» What to produce
Repeat the records below line by line, exactly, finishing on the line that contains "width:72px; height:72px; display:grid;".

::::::::::

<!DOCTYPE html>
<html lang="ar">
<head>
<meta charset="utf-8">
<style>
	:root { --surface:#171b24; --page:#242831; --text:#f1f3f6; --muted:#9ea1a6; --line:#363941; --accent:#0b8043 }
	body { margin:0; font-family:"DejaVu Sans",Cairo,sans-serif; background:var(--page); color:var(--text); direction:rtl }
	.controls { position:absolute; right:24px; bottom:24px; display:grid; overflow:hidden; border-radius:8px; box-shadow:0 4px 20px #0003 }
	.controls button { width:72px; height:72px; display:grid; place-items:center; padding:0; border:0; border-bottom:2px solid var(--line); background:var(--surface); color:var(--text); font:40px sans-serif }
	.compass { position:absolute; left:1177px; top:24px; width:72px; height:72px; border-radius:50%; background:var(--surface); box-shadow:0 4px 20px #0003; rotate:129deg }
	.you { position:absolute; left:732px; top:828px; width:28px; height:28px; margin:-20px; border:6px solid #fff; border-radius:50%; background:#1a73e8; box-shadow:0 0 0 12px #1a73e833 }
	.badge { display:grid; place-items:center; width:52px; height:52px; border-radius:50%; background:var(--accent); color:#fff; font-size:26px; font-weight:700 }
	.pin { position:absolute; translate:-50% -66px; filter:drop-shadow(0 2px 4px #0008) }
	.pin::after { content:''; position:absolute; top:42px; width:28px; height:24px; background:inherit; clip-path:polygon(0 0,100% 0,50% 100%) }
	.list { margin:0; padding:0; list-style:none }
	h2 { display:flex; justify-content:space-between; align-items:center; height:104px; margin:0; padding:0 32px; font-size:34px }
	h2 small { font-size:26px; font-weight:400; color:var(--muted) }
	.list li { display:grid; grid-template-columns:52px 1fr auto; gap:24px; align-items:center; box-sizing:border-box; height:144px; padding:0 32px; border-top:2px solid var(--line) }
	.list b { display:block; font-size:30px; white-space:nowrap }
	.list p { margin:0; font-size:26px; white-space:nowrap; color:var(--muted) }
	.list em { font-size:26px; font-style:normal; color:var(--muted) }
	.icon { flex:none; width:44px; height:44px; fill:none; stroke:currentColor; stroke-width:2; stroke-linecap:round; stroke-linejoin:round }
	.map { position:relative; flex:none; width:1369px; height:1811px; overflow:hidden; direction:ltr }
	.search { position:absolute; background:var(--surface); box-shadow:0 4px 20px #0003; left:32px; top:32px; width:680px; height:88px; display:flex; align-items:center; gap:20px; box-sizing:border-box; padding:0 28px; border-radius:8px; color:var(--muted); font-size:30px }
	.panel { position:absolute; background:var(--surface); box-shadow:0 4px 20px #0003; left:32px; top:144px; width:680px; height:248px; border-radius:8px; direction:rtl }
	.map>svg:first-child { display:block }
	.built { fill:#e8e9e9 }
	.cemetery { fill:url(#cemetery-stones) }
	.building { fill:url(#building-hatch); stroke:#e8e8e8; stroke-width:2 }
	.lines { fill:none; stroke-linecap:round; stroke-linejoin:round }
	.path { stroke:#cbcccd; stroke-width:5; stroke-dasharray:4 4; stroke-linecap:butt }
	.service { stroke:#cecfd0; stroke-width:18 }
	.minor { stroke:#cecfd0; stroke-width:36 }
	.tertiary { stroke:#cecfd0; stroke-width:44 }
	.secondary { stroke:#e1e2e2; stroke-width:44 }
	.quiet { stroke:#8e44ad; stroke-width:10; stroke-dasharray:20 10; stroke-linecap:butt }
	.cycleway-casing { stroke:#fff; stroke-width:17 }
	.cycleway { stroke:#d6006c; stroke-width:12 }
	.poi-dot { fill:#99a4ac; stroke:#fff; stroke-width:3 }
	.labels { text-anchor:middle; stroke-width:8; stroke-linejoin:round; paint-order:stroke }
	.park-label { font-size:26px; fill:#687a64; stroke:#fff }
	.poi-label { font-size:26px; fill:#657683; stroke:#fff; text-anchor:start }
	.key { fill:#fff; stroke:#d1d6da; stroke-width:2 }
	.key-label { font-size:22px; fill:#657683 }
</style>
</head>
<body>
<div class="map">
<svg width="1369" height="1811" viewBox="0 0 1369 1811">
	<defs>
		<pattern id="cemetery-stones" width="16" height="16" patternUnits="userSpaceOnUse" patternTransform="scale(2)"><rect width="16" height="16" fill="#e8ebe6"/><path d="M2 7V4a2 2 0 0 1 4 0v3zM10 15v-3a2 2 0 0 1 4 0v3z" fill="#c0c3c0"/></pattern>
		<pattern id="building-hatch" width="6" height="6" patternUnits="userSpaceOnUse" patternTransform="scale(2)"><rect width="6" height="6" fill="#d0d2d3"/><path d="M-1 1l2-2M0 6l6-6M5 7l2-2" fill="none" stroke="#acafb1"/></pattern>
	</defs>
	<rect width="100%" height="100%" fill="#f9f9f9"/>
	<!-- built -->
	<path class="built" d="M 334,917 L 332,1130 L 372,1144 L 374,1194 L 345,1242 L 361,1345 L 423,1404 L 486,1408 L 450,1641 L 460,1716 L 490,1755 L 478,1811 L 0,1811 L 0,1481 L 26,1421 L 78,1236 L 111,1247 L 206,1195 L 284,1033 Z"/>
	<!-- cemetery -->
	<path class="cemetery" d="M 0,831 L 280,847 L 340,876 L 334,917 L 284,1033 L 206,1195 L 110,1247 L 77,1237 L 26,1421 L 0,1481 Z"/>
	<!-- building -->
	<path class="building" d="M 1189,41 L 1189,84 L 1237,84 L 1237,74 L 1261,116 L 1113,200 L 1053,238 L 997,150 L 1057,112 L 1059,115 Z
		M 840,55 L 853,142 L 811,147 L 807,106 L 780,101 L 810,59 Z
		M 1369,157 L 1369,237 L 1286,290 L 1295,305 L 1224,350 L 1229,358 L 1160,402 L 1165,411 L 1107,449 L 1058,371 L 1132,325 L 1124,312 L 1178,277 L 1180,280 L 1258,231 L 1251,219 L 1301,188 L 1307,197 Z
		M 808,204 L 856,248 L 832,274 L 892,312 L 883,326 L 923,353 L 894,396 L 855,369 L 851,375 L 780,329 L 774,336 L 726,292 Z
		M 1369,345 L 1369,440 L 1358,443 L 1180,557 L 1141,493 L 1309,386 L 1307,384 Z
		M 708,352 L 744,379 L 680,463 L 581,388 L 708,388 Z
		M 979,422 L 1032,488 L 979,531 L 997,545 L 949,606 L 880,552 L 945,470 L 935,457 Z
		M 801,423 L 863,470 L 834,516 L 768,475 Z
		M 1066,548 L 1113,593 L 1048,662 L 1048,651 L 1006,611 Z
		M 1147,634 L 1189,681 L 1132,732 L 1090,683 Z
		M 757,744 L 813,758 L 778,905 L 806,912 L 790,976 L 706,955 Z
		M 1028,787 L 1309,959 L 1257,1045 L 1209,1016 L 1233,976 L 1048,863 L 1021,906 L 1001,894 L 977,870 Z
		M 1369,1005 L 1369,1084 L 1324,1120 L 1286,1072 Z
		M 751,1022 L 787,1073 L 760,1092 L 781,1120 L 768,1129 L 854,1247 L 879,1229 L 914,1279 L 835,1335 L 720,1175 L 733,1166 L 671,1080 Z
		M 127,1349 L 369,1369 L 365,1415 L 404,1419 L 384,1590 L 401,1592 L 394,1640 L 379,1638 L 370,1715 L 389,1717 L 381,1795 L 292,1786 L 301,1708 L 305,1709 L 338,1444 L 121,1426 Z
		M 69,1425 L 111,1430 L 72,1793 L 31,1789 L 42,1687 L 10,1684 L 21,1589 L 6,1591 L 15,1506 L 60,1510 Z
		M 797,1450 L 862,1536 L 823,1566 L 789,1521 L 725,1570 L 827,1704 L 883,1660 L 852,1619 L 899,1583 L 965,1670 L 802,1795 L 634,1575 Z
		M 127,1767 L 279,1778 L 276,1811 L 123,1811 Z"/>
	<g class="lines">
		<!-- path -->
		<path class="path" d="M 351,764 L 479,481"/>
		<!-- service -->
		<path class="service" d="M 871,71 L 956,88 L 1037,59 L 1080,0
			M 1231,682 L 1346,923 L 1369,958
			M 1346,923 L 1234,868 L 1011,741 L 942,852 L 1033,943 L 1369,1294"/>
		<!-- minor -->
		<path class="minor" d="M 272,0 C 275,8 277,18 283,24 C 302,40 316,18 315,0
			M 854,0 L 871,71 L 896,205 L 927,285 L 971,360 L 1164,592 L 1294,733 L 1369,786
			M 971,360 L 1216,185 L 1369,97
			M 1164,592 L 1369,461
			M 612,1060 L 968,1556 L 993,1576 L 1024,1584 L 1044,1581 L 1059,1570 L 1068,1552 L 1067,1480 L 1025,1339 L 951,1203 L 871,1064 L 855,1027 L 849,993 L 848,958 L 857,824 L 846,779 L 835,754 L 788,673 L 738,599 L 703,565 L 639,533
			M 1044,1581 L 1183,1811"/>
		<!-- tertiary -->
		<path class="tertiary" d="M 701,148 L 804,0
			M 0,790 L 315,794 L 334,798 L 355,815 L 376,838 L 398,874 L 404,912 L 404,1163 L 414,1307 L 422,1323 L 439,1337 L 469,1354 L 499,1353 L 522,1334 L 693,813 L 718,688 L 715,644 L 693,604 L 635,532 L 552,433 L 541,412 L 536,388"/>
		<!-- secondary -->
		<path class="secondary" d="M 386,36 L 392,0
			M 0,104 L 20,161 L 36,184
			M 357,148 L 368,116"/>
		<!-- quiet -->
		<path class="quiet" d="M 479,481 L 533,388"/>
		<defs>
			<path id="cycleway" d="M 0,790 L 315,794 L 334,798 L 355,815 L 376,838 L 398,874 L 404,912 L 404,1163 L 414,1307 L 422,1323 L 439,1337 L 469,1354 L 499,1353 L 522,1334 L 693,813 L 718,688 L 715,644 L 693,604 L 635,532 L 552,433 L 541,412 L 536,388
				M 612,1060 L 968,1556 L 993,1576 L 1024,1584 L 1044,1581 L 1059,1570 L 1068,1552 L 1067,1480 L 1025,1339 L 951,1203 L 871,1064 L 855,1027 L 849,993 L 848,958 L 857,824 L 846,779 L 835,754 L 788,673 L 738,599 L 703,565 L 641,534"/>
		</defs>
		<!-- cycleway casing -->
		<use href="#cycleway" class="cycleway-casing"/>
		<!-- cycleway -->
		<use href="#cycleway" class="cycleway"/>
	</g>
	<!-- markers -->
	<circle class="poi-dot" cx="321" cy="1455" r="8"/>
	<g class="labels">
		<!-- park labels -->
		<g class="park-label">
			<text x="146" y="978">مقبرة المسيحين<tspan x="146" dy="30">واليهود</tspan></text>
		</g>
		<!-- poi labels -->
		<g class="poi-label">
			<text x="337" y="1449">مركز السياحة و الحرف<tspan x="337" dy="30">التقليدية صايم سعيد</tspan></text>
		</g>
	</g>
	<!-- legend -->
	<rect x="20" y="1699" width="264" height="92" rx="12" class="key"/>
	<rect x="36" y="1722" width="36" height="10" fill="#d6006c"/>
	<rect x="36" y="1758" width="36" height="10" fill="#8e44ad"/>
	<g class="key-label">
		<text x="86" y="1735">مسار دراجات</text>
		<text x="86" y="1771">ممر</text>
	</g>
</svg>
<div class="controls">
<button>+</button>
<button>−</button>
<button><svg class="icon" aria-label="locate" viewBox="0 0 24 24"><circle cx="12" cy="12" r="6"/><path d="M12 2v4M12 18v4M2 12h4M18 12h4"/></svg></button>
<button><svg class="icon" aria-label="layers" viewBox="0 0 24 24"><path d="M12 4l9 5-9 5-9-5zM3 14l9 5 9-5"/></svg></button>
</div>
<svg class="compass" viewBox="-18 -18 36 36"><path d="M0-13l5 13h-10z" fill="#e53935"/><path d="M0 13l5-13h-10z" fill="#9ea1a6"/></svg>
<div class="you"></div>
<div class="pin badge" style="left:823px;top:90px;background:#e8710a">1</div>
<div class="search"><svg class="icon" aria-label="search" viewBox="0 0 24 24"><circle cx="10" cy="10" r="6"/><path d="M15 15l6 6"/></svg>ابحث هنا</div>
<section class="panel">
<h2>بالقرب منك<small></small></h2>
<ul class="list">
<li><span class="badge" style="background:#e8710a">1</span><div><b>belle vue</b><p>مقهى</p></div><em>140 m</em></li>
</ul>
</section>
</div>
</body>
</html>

::::::::::

» Output of the exercise
<!DOCTYPE html>
<html lang="ar">
<head>
<meta charset="utf-8">
<style>
	:root { --surface:#171b24; --page:#242831; --text:#f1f3f6; --muted:#9ea1a6; --line:#363941; --accent:#0b8043 }
	body { margin:0; font-family:"DejaVu Sans",Cairo,sans-serif; background:var(--page); color:var(--text); direction:rtl }
	.controls { position:absolute; right:24px; bottom:24px; display:grid; overflow:hidden; border-radius:8px; box-shadow:0 4px 20px #0003 }
	.controls button { width:72px; height:72px; display:grid; place-items:center; padding:0; border:0; border-bottom:2px solid var(--line); background:var(--surface); color:var(--text); font:40px sans-serif }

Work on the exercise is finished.